Issue: Results from a single engine look stale / inconsistent

  • Cause: Each engine ranks results differently. The auto chain returns whichever engine answered first — not a merged set.
  • Fix: If you want merged & deduplicated results across engines, post-process results from multiple search() calls (one per engine).

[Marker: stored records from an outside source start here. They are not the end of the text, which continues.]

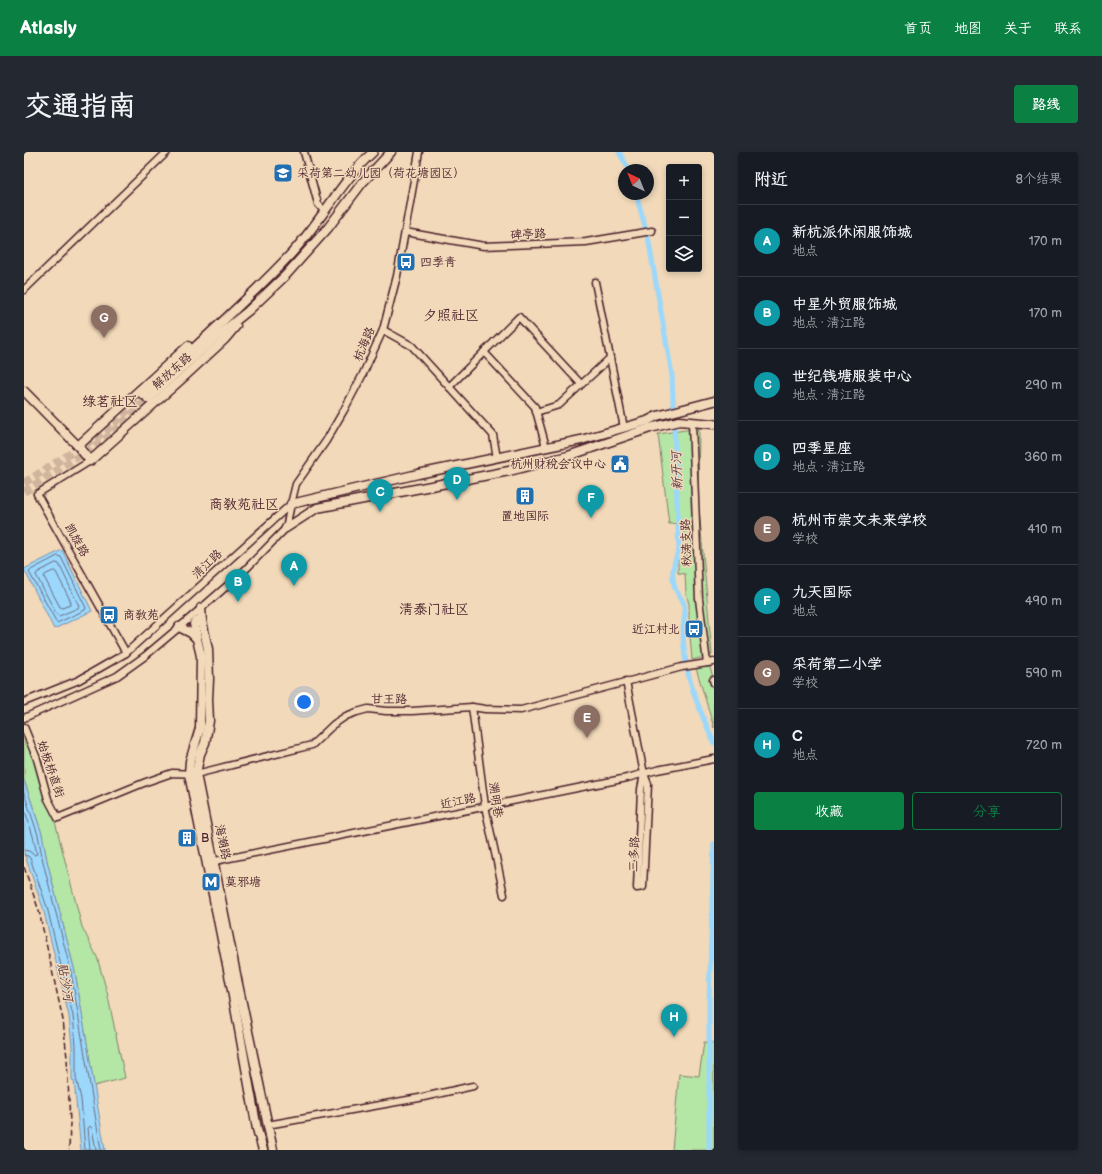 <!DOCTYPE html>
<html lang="zh">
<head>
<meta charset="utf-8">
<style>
  :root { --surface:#171b24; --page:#242831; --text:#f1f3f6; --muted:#9ea1a6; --line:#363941; --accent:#0b8043 }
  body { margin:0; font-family:"Balsamiq Sans","LXGW WenKai TC",sans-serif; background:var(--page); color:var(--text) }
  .controls { position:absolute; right:12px; top:12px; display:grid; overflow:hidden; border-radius:4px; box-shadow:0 2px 6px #0003 }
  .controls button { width:36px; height:36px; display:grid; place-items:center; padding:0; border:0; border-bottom:1px solid var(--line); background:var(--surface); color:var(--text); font:20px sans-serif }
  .compass { position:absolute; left:594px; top:12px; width:36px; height:36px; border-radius:50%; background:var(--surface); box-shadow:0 2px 6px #0003; rotate:317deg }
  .you { position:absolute; left:280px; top:550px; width:14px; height:14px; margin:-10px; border:3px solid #fff; border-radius:50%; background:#1a73e8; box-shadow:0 0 0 6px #1a73e833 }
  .badge { display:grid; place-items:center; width:26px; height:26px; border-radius:50%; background:var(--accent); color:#fff; font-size:13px; font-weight:700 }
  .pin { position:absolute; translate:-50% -33px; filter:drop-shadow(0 1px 2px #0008) }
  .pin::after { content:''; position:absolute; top:21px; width:14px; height:12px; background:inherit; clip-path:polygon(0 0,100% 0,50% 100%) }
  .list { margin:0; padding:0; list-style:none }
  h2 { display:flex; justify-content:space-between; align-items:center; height:52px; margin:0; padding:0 16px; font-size:17px }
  h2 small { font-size:13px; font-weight:400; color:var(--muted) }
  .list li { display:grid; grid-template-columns:26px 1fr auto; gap:12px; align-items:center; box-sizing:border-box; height:72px; padding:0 16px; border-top:1px solid var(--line) }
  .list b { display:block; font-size:15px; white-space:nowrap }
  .list p { margin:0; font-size:13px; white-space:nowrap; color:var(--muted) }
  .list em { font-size:13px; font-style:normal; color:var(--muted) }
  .actions { display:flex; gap:8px; padding:12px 16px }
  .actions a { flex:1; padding:9px 0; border:1px solid var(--accent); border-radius:4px; text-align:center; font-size:14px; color:var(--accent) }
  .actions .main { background:var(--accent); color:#fff }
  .icon { flex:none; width:22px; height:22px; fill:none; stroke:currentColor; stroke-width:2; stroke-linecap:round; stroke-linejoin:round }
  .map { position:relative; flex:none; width:690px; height:998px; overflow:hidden; border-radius:4px }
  header { display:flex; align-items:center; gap:24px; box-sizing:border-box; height:56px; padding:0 20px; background:var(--accent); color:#fff }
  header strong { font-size:19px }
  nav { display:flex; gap:22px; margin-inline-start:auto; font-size:14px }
  .intro { display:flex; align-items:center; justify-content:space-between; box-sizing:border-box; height:96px; padding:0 24px }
  h1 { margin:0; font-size:28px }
  .button { padding:10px 18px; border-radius:4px; background:var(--accent); color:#fff; font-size:14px; font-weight:700 }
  main { display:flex; gap:24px; padding:0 24px }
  aside { flex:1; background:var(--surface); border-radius:4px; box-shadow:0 2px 6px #0003 }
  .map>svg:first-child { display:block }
  .green { fill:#b4e6a6; stroke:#7f8268 }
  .water { fill:#9bd8fc; stroke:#7b8ea8 }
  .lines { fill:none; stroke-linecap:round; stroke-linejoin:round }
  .shore { stroke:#6a697f; stroke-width:1 }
  .canal { stroke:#9bd8fc; stroke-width:5 }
  .major-tunnel { stroke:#d0b49d; stroke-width:8; stroke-dasharray:8 4; stroke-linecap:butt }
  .minor-casing { stroke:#4a1f2b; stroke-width:9 }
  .major-casing { stroke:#4a1f2b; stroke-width:11 }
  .minor { stroke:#f1d9b9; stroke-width:6 }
  .major { stroke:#f1d9b9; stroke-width:8 }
  .rail { stroke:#4a1f2b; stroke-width:1.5; stroke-dasharray:6 3; stroke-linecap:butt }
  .labels { text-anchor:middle; stroke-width:3; stroke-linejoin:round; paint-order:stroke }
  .poi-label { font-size:12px; fill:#4a1f2b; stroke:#f1d9b9; text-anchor:start }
  .street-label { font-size:12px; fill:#4a1f2b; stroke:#f1d9b9 }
  .water-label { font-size:13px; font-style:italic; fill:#563b4a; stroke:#f1d9b9 }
  .quarter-label { font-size:14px; fill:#4a1f2b; stroke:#f1d9b9 }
</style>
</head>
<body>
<header>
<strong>Atlasly</strong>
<nav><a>首页</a><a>地图</a><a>关于</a><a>联系</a></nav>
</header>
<div class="intro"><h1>交通指南</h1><a class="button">路线</a></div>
<main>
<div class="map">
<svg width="690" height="998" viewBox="0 0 690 998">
  <rect width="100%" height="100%" fill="#f1d9b9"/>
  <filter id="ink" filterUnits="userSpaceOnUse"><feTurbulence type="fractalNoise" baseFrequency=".025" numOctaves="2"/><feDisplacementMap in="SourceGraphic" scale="8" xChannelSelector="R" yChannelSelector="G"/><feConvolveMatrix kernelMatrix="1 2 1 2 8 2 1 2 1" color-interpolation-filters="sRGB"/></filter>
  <g filter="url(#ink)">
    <g class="green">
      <polygon points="675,276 674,345 688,503 668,508 665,471 665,452 662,441 661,422 654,421 654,408 663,406 659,371 645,372 634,282"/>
      <polygon points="685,513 690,528 690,576 672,516"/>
      <polygon points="0,583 28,658 58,775 73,805 83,840 101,926 70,934 51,820 23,709 18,682 0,628"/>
      <polygon points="680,890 690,891 690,998 648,998 655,922 675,924"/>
    </g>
    <g class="water">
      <polygon points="38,398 68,459 30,477 0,417"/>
      <polygon points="0,628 18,682 23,709 51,820 81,998 57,998 50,929 48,928 48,894 45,864 19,756 0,701"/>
    </g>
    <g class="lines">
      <g class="shore">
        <polygon points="34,404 37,405 62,456 61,458 33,471 5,420 7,418"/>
        <polygon points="32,411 35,412 55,454 54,456 35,464 33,463 12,423 13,421"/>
        <polygon points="30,419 32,420 47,450 46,453 38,456 36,455 20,425 21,423"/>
        <polyline points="0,641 14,683 19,710 47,820 77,998"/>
        <polyline points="0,656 9,684 13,702 10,703 5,699 0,698"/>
        <polyline points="0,703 4,704 6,706 23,755 49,864 52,893 52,926 57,947 61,998"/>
        <polyline points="66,998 64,976 66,974 68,976 72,998"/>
      </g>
      <g class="canal">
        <polyline points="595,0 605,18"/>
        <path d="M612 42 624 85 648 223 655 398C650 411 646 423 651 436 653 442 659 447 660 452 662 461 660 468 659 477 659 482 659 489 660 495 662 528 677 561 690 591"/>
        <polyline points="685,998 685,851 690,692"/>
      </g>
      <g class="major-tunnel">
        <polyline points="0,331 82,279 119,243"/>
        <polyline points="0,340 84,285 124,247"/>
      </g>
      <defs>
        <g id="minor">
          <polyline points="280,0 294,52 301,60"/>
          <polyline points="381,80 460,94 562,90 628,79"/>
          <polyline points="571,130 600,276"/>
          <polyline points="0,138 143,0"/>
          <polyline points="359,178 388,194 469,283 473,306"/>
          <polyline points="460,200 511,255 522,295"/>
          <polyline points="425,235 495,165 557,232"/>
          <polyline points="512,260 535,253 586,206"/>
          <polyline points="668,271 675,447 683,511"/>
          <polyline points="66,309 13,342 102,501"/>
          <polyline points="689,528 690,531"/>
          <polyline points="602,529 620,622 624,632 619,735 613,736 617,637 620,622"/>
          <polyline points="0,550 55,528 102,501 267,352"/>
          <polyline points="448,555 461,654 480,743"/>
          <polyline points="0,566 93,524 121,504 165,467 220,419 262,376 267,352 272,332 302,289 320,258 338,224 359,178 373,124 395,0"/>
          <polyline points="0,575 13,607 24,647 34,666 122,630 148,621 172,622 288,593 310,572 322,564 333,560 344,557 362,559 388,559 448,555 461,557 497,558 658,515 690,510"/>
          <polyline points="186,710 603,626 633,618 690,607"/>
          <polyline points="243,973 395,946 449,934"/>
        </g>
        <g id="major">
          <polyline points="0,239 54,294 66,309 161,224 201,187 212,174"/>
          <path d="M119 243C168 197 219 153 265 104 296 72 316 30 349 0"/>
          <polyline points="124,247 193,184 224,159 261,124 304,76 338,31 367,0"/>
          <polyline points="54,294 164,194"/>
          <polyline points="267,352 394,322 557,288 623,269 633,264 690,249"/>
          <polyline points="262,376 293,356 485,319 544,304 626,276 655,269 690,272"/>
          <polyline points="177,456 178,469 184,497 185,527 184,547 185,569 181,591 176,602 172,622 214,832 249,998"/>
          <polyline points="155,475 167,481 173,487 177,504 176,576 166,609 165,622 207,833 233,977 239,998"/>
          <polyline points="173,485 170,472 174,468 178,469"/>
        </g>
      </defs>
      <use href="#minor" class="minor-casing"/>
      <use href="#major" class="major-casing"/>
      <use href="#minor" class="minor"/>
      <use href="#major" class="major"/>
      <polyline class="rail" points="0,715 15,759 39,868 43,906 46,971 45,998"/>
    </g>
  </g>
  <defs>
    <symbol id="school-square" viewBox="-11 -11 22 22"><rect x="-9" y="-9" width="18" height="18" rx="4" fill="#1f6fb2" stroke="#f1d9b9"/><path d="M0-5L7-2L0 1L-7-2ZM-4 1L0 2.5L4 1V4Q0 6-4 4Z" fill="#fff"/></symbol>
    <symbol id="bus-square" viewBox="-11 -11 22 22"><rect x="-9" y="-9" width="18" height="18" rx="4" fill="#1f6fb2" stroke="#f1d9b9"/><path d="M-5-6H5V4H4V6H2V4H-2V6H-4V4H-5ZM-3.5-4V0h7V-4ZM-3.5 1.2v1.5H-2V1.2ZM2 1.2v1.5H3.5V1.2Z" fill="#fff"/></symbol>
    <symbol id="civic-square" viewBox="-11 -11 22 22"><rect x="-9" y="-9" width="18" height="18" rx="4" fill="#1f6fb2" stroke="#f1d9b9"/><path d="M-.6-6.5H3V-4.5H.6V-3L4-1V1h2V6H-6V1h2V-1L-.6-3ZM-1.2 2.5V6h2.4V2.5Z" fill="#fff"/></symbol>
    <symbol id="building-square" viewBox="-11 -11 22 22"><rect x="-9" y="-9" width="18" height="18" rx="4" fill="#1f6fb2" stroke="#f1d9b9"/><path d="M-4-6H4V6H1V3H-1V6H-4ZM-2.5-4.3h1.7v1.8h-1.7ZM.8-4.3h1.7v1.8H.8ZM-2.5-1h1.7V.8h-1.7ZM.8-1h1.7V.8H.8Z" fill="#fff"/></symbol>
    <symbol id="metro-square" viewBox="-11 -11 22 22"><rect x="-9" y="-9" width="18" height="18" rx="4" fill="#1f6fb2" stroke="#f1d9b9"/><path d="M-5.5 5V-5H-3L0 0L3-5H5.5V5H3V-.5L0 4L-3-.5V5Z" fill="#fff"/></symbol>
  </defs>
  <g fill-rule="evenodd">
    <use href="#school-square" x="248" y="10" width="22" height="22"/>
    <use href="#bus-square" x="371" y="99" width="22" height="22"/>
    <use href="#civic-square" x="585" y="301" width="22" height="22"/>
    <use href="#building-square" x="490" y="333" width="22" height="22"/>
    <use href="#bus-square" x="74" y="452" width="22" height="22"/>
    <use href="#bus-square" x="659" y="466" width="22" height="22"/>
    <use href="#building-square" x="152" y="675" width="22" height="22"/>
    <use href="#metro-square" x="176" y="719" width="22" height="22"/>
  </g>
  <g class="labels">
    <g class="poi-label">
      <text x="273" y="25">采荷第二幼儿园（荷花塘园区）</text>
      <text x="396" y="114">四季青</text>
      <text x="582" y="316" text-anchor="end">杭州财税会议中心</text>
      <text x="501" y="368" text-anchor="middle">置地国际</text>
      <text x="99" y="467">商教苑</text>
      <text x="656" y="481" text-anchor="end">近江村北</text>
      <text x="177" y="690">B</text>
      <text x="201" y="734">莫邪塘</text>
    </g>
    <g class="street-label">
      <text transform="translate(504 82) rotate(-2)" y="4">碑亭路</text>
      <text transform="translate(340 192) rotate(-67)" y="4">杭海路</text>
      <text transform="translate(148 219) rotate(-42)" y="4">解放东路</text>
      <text transform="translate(53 388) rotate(61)" y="4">凯旋路</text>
      <text transform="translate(662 391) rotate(-92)" y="4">秋涛支路</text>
      <text transform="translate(183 412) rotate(-43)" y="4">清江路</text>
      <text transform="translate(365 547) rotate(1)" y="4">甘王路</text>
      <text transform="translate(27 617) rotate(71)" y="4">始板桥直街</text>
      <text transform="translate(472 648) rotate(81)" y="4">溯明巷</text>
      <text transform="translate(434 649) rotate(-12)" y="4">近江路</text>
      <text transform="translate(199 690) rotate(78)" y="4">海潮路</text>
      <text transform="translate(610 702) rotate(-88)" y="4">三多路</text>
    </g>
    <g class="water-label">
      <text transform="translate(652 319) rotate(-92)" y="5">新开河</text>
      <text transform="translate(42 830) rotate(80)" y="5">贴沙河</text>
    </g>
    <g class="quarter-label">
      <text x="427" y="168">夕照社区</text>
      <text x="86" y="254">绿茗社区</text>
      <text x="220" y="357">商教苑社区</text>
      <text x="410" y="462">清泰门社区</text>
    </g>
  </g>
</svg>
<div class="controls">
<button>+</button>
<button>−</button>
<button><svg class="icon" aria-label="layers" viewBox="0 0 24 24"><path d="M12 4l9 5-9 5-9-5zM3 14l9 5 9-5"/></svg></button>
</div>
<svg class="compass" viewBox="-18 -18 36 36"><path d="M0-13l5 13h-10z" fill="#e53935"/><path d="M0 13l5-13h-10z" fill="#9ea1a6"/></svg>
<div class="you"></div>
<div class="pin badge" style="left:270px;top:434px;background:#0f9aa8">A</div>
<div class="pin badge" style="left:214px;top:450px;background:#0f9aa8">B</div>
<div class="pin badge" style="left:356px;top:360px;background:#0f9aa8">C</div>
<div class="pin badge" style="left:433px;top:348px;background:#0f9aa8">D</div>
<div class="pin badge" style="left:563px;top:586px;background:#8d6e63">E</div>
<div class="pin badge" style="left:567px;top:366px;background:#0f9aa8">F</div>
<div class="pin badge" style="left:80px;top:186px;background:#8d6e63">G</div>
<div class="pin badge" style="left:650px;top:885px;background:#0f9aa8">H</div>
</div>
<aside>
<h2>附近<small>8个结果</small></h2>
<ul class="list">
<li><span class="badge" style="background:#0f9aa8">A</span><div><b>新杭派休闲服饰城</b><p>地点</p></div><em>170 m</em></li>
<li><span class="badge" style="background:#0f9aa8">B</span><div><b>中星外贸服饰城</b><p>地点 · 清江路</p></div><em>170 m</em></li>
<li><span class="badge" style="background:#0f9aa8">C</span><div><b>世纪钱塘服装中心</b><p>地点 · 清江路</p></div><em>290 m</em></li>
<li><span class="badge" style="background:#0f9aa8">D</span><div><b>四季星座</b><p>地点 · 清江路</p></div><em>360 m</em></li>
<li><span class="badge" style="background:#8d6e63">E</span><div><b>杭州市崇文未来学校</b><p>学校</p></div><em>410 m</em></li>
<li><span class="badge" style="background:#0f9aa8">F</span><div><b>九天国际</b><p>地点</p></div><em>490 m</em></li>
<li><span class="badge" style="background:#8d6e63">G</span><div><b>采荷第二小学</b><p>学校</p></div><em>590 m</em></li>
<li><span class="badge" style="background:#0f9aa8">H</span><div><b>C</b><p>地点</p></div><em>720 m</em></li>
</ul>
<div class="actions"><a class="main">收藏</a><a>分享</a></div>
</aside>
</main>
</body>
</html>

Issue: Cannot find module 'local-search' when importing as SDK

  • Fix: Either add the skill to your project's package.json workspaces, or import via a relative path: import { search } from "./skills/local-search/src/index.js".

Performance Tips

  1. Reuse the process: Each search() call is stateless, but process startup (TS compile via tsx) costs ~200ms. For batch jobs, write a small Node script that loops over queries instead of spawning the CLI per query.
  2. Pin a single engine when you don't need fallback — saves the latency of probing multiple engines.
  3. Lower num: Each engine over-fetches then truncates; smaller num means slightly less parsing work.
  4. Parallel independent queries: Use Promise.all([...search(q1), search(q2), search(q3)]) — they hit different engines / endpoints concurrently.
  5. Result filtering client-side: All engines return ~10 results even if you ask for 5; the orchestrator truncates, but if you want richer filtering (domain, date range, snippet length), do it in your code.

Security Considerations

  1. Input Validation: Sanitize user search queries before passing them in (the engines handle URL encoding, but your downstream code should still validate).
  2. Rate Limiting: The skill itself does not rate-limit. If you wrap it in a service, add a rate limiter at that layer.
  3. No API Key Storage: There are no API keys to leak. The only secret-like thing is your IP address.
  4. Privacy: Your queries go directly to the chosen search engine. Whether that's more or less private than routing through a cloud function depends on your threat model.
  5. URL Validation: Validate result.url before redirecting end users (the skill returns the engine's raw URL; some engines occasionally surface tracking redirects).
  6. User-Agent Spoofing: The skill sends a Chrome desktop User-Agent by default. Override with userAgent if your use case requires honesty.

Reference Scripts

A minimal example lives at scripts/web_search.ts:

# Default query
tsx scripts/web_search.ts

# Custom query + num
tsx scripts/web_search.ts "your query" 5

It's intentionally tiny — a smoke-test you can eyeball, not a feature showcase.

Remember

  • Zero cloud SDK dependency — only cheerio and Node's built-in fetch.
  • Canonical result schemaurl / name / snippet / host_name / rank / date / favicon fields, plus three optional extension fields (source_engine, raw_html, score).
  • Auto-fallback across DuckDuckGo → Bing → Google when engine: "auto" (the default).
  • CLI: tsx bin/web-search.ts <query> [--num N] [--engine auto|duckduckgo|bing|google] [--recency-days N] [--json] [-o file.json].
  • SDK: import { search, searchOrThrow } from "local-search".
  • First-time setup: cd skills/local-search && npm install.
  • Quick test: tsx scripts/web_search.ts.

Acknowledgements

The canonical SearchFunctionResultItem shape was inspired by z-ai-web-dev-sdk's MIT-licensed web-search skill. All engine backend code in this package is original.